**Exercise instructions:**
Set down the whole listing that follows, precisely as written.

**Input:**

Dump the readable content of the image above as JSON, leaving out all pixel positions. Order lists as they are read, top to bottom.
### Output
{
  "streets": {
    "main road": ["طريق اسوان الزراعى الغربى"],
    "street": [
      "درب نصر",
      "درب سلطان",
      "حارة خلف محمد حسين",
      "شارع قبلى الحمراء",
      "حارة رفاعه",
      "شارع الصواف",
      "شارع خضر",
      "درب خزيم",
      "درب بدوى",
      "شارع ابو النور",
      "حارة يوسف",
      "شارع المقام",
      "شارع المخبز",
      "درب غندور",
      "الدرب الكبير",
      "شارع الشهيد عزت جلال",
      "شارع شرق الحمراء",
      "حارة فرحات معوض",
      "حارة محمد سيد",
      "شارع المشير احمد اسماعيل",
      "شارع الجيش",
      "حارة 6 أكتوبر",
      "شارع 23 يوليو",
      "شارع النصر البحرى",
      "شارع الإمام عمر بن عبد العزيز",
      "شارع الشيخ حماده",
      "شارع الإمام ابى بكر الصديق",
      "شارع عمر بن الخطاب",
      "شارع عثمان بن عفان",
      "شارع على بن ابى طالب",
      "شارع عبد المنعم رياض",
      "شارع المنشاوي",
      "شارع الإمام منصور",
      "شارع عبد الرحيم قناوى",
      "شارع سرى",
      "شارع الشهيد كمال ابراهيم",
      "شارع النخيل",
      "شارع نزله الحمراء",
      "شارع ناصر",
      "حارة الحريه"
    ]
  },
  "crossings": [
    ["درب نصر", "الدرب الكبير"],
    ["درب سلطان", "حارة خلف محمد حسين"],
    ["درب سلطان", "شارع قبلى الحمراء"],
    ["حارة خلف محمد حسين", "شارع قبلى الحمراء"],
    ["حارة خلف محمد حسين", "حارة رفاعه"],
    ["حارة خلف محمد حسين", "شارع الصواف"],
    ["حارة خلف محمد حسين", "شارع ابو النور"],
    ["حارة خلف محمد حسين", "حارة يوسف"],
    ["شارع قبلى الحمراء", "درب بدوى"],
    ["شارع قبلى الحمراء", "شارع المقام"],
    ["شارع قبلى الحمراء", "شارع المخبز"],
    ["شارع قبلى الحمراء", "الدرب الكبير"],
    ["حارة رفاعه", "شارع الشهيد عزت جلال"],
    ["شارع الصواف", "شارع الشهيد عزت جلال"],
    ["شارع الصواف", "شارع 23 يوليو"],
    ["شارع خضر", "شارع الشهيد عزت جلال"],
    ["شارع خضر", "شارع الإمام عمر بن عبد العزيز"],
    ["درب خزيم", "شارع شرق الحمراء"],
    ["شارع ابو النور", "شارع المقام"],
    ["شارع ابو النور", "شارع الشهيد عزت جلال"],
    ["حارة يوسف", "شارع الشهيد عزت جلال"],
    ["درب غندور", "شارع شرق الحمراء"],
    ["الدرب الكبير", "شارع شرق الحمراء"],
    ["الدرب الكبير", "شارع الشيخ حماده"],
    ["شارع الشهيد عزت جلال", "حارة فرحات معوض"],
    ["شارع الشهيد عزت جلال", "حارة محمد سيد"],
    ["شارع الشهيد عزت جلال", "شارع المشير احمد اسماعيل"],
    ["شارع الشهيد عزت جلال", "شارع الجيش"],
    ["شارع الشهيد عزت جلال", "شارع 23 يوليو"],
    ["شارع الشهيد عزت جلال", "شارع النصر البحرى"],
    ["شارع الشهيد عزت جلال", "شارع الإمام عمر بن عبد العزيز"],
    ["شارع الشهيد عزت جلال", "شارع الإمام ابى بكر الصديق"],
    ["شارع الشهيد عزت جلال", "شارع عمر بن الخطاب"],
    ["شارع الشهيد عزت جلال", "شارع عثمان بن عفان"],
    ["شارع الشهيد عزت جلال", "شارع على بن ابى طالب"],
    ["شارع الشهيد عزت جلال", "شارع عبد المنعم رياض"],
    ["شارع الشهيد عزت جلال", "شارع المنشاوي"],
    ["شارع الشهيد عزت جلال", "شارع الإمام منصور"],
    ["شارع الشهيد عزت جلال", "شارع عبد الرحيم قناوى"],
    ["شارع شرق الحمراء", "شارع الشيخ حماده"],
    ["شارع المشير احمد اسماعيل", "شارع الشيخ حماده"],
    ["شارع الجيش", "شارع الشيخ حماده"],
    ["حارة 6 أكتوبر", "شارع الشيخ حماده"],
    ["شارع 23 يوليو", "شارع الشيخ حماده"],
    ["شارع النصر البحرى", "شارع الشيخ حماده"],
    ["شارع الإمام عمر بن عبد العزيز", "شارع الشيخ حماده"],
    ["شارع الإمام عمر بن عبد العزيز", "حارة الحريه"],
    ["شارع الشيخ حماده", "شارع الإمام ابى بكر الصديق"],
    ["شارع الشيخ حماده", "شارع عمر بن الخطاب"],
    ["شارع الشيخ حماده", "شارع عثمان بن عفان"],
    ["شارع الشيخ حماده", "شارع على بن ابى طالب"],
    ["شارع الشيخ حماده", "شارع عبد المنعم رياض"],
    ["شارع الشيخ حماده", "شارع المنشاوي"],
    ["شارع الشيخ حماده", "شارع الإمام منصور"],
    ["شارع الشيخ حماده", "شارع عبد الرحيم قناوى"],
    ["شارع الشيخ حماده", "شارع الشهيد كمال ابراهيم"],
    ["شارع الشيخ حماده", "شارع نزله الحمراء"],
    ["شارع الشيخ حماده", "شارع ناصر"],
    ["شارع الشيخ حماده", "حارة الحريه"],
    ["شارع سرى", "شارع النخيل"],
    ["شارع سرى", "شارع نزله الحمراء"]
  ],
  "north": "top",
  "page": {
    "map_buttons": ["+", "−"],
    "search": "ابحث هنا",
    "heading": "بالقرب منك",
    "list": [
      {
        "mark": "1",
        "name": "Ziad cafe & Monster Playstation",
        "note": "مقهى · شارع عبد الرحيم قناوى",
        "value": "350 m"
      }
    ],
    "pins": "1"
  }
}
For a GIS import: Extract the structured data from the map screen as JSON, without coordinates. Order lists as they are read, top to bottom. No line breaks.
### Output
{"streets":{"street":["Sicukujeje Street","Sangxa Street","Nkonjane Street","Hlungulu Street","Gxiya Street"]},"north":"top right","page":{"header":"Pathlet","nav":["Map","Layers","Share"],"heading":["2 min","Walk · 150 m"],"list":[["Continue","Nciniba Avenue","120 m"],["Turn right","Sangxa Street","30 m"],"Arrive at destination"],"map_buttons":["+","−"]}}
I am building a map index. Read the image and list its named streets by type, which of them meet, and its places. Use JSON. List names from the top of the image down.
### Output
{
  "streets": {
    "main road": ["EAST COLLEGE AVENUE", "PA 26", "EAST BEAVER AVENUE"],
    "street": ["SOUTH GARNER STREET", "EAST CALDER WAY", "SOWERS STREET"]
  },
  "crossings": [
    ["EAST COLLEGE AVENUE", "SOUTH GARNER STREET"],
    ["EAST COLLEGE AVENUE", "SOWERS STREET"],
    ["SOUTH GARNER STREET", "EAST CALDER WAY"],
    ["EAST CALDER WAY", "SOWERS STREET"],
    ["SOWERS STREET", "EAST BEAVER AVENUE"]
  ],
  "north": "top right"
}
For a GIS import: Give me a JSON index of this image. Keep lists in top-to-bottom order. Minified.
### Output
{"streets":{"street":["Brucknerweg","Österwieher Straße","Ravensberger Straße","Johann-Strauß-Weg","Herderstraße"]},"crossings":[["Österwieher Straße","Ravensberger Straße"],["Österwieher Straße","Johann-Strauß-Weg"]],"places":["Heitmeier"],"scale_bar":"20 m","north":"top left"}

**Task answer:**
Dump the readable content of the image above as JSON, leaving out all pixel positions. Order lists as they are read, top to bottom.
### Output
{
  "streets": {
    "main road": ["طريق اسوان الزراعى الغربى"],
    "street": [
      "درب نصر",
      "درب سلطان",
      "حارة خلف محمد حسين",
      "شارع قبلى الحمراء",
      "حارة رفاعه",
      "شارع الصواف",
      "شارع خضر",
      "درب خزيم",
      "درب بدوى",
      "شارع ابو النور",
      "حارة يوسف",
      "شارع المقام",
      "شارع المخبز",
      "درب غندور",
      "الدرب الكبير",
      "شارع الشهيد عزت جلال",
      "شارع شرق الحمراء",
      "حارة فرحات معوض",
      "حارة محمد سيد",
      "شارع المشير احمد اسماعيل",
      "شارع الجيش",
      "حارة 6 أكتوبر",
      "شارع 23 يوليو",
      "شارع النصر البحرى",
      "شارع الإمام عمر بن عبد العزيز",
      "شارع الشيخ حماده",
      "شارع الإمام ابى بكر الصديق",
      "شارع عمر بن الخطاب",
      "شارع عثمان بن عفان",
      "شارع على بن ابى طالب",
      "شارع عبد المنعم رياض",
      "شارع المنشاوي",
      "شارع الإمام منصور",
      "شارع عبد الرحيم قناوى",
      "شارع سرى",
      "شارع الشهيد كمال ابراهيم",
      "شارع النخيل",
      "شارع نزله الحمراء",
      "شارع ناصر",
      "حارة الحريه"
    ]
  },
  "crossings": [
    ["درب نصر", "الدرب الكبير"],
    ["درب سلطان", "حارة خلف محمد حسين"],
    ["درب سلطان", "شارع قبلى الحمراء"],
    ["حارة خلف محمد حسين", "شارع قبلى الحمراء"],
    ["حارة خلف محمد حسين", "حارة رفاعه"],
    ["حارة خلف محمد حسين", "شارع الصواف"],
    ["حارة خلف محمد حسين", "شارع ابو النور"],
    ["حارة خلف محمد حسين", "حارة يوسف"],
    ["شارع قبلى الحمراء", "درب بدوى"],
    ["شارع قبلى الحمراء", "شارع المقام"],
    ["شارع قبلى الحمراء", "شارع المخبز"],
    ["شارع قبلى الحمراء", "الدرب الكبير"],
    ["حارة رفاعه", "شارع الشهيد عزت جلال"],
    ["شارع الصواف", "شارع الشهيد عزت جلال"],
    ["شارع الصواف", "شارع 23 يوليو"],
    ["شارع خضر", "شارع الشهيد عزت جلال"],
    ["شارع خضر", "شارع الإمام عمر بن عبد العزيز"],
    ["درب خزيم", "شارع شرق الحمراء"],
    ["شارع ابو النور", "شارع المقام"],
    ["شارع ابو النور", "شارع الشهيد عزت جلال"],
    ["حارة يوسف", "شارع الشهيد عزت جلال"],
    ["درب غندور", "شارع شرق الحمراء"],
    ["الدرب الكبير", "شارع شرق الحمراء"],
    ["الدرب الكبير", "شارع الشيخ حماده"],
    ["شارع الشهيد عزت جلال", "حارة فرحات معوض"],
    ["شارع الشهيد عزت جلال", "حارة محمد سيد"],
    ["شارع الشهيد عزت جلال", "شارع المشير احمد اسماعيل"],
    ["شارع الشهيد عزت جلال", "شارع الجيش"],
    ["شارع الشهيد عزت جلال", "شارع 23 يوليو"],
    ["شارع الشهيد عزت جلال", "شارع النصر البحرى"],
    ["شارع الشهيد عزت جلال", "شارع الإمام عمر بن عبد العزيز"],
    ["شارع الشهيد عزت جلال", "شارع الإمام ابى بكر الصديق"],
    ["شارع الشهيد عزت جلال", "شارع عمر بن الخطاب"],
    ["شارع الشهيد عزت جلال", "شارع عثمان بن عفان"],
    ["شارع الشهيد عزت جلال", "شارع على بن ابى طالب"],
    ["شارع الشهيد عزت جلال", "شارع عبد المنعم رياض"],
    ["شارع الشهيد عزت جلال", "شارع المنشاوي"],
    ["شارع الشهيد عزت جلال", "شارع الإمام منصور"],
    ["شارع الشهيد عزت جلال", "شارع عبد الرحيم قناوى"],
    ["شارع شرق الحمراء", "شارع الشيخ حماده"],
    ["شارع المشير احمد اسماعيل", "شارع الشيخ حماده"],
    ["شارع الجيش", "شارع الشيخ حماده"],
    ["حارة 6 أكتوبر", "شارع الشيخ حماده"],
    ["شارع 23 يوليو", "شارع الشيخ حماده"],
    ["شارع النصر البحرى", "شارع الشيخ حماده"],
    ["شارع الإمام عمر بن عبد العزيز", "شارع الشيخ حماده"],
    ["شارع الإمام عمر بن عبد العزيز", "حارة الحريه"],
    ["شارع الشيخ حماده", "شارع الإمام ابى بكر الصديق"],
    ["شارع الشيخ حماده", "شارع عمر بن الخطاب"],
    ["شارع الشيخ حماده", "شارع عثمان بن عفان"],
    ["شارع الشيخ حماده", "شارع على بن ابى طالب"],
    ["شارع الشيخ حماده", "شارع عبد المنعم رياض"],
    ["شارع الشيخ حماده", "شارع المنشاوي"],
    ["شارع الشيخ حماده", "شارع الإمام منصور"],
    ["شارع الشيخ حماده", "شارع عبد الرحيم قناوى"],
    ["شارع الشيخ حماده", "شارع الشهيد كمال ابراهيم"],
    ["شارع الشيخ حماده", "شارع نزله الحمراء"],
    ["شارع الشيخ حماده", "شارع ناصر"],
    ["شارع الشيخ حماده", "حارة الحريه"],
    ["شارع سرى", "شارع النخيل"],
    ["شارع سرى", "شارع نزله الحمراء"]
  ],
  "north": "top",
  "page": {
    "map_buttons": ["+", "−"],
    "search": "ابحث هنا",
    "heading": "بالقرب منك",
    "list": [
      {
        "mark": "1",
        "name": "Ziad cafe & Monster Playstation",
        "note": "مقهى · شارع عبد الرحيم قناوى",
        "value": "350 m"
      }
    ],
    "pins": "1"
  }
}
For a GIS import: Extract the structured data from the map screen as JSON, without coordinates. Order lists as they are read, top to bottom. No line breaks.
### Output
{"streets":{"street":["Sicukujeje Street","Sangxa Street","Nkonjane Street","Hlungulu Street","Gxiya Street"]},"north":"top right","page":{"header":"Pathlet","nav":["Map","Layers","Share"],"heading":["2 min","Walk · 150 m"],"list":[["Continue","Nciniba Avenue","120 m"],["Turn right","Sangxa Street","30 m"],"Arrive at destination"],"map_buttons":["+","−"]}}
I am building a map index. Read the image and list its named streets by type, which of them meet, and its places. Use JSON. List names from the top of the image down.
### Output
{
  "streets": {
    "main road": ["EAST COLLEGE AVENUE", "PA 26", "EAST BEAVER AVENUE"],
    "street": ["SOUTH GARNER STREET", "EAST CALDER WAY", "SOWERS STREET"]
  },
  "crossings": [
    ["EAST COLLEGE AVENUE", "SOUTH GARNER STREET"],
    ["EAST COLLEGE AVENUE", "SOWERS STREET"],
    ["SOUTH GARNER STREET", "EAST CALDER WAY"],
    ["EAST CALDER WAY", "SOWERS STREET"],
    ["SOWERS STREET", "EAST BEAVER AVENUE"]
  ],
  "north": "top right"
}
For a GIS import: Give me a JSON index of this image. Keep lists in top-to-bottom order. Minified.
### Output
{"streets":{"street":["Brucknerweg","Österwieher Straße","Ravensberger Straße","Johann-Strauß-Weg","Herderstraße"]},"crossings":[["Österwieher Straße","Ravensberger Straße"],["Österwieher Straße","Johann-Strauß-Weg"]],"places":["Heitmeier"],"scale_bar":"20 m","north":"top left"}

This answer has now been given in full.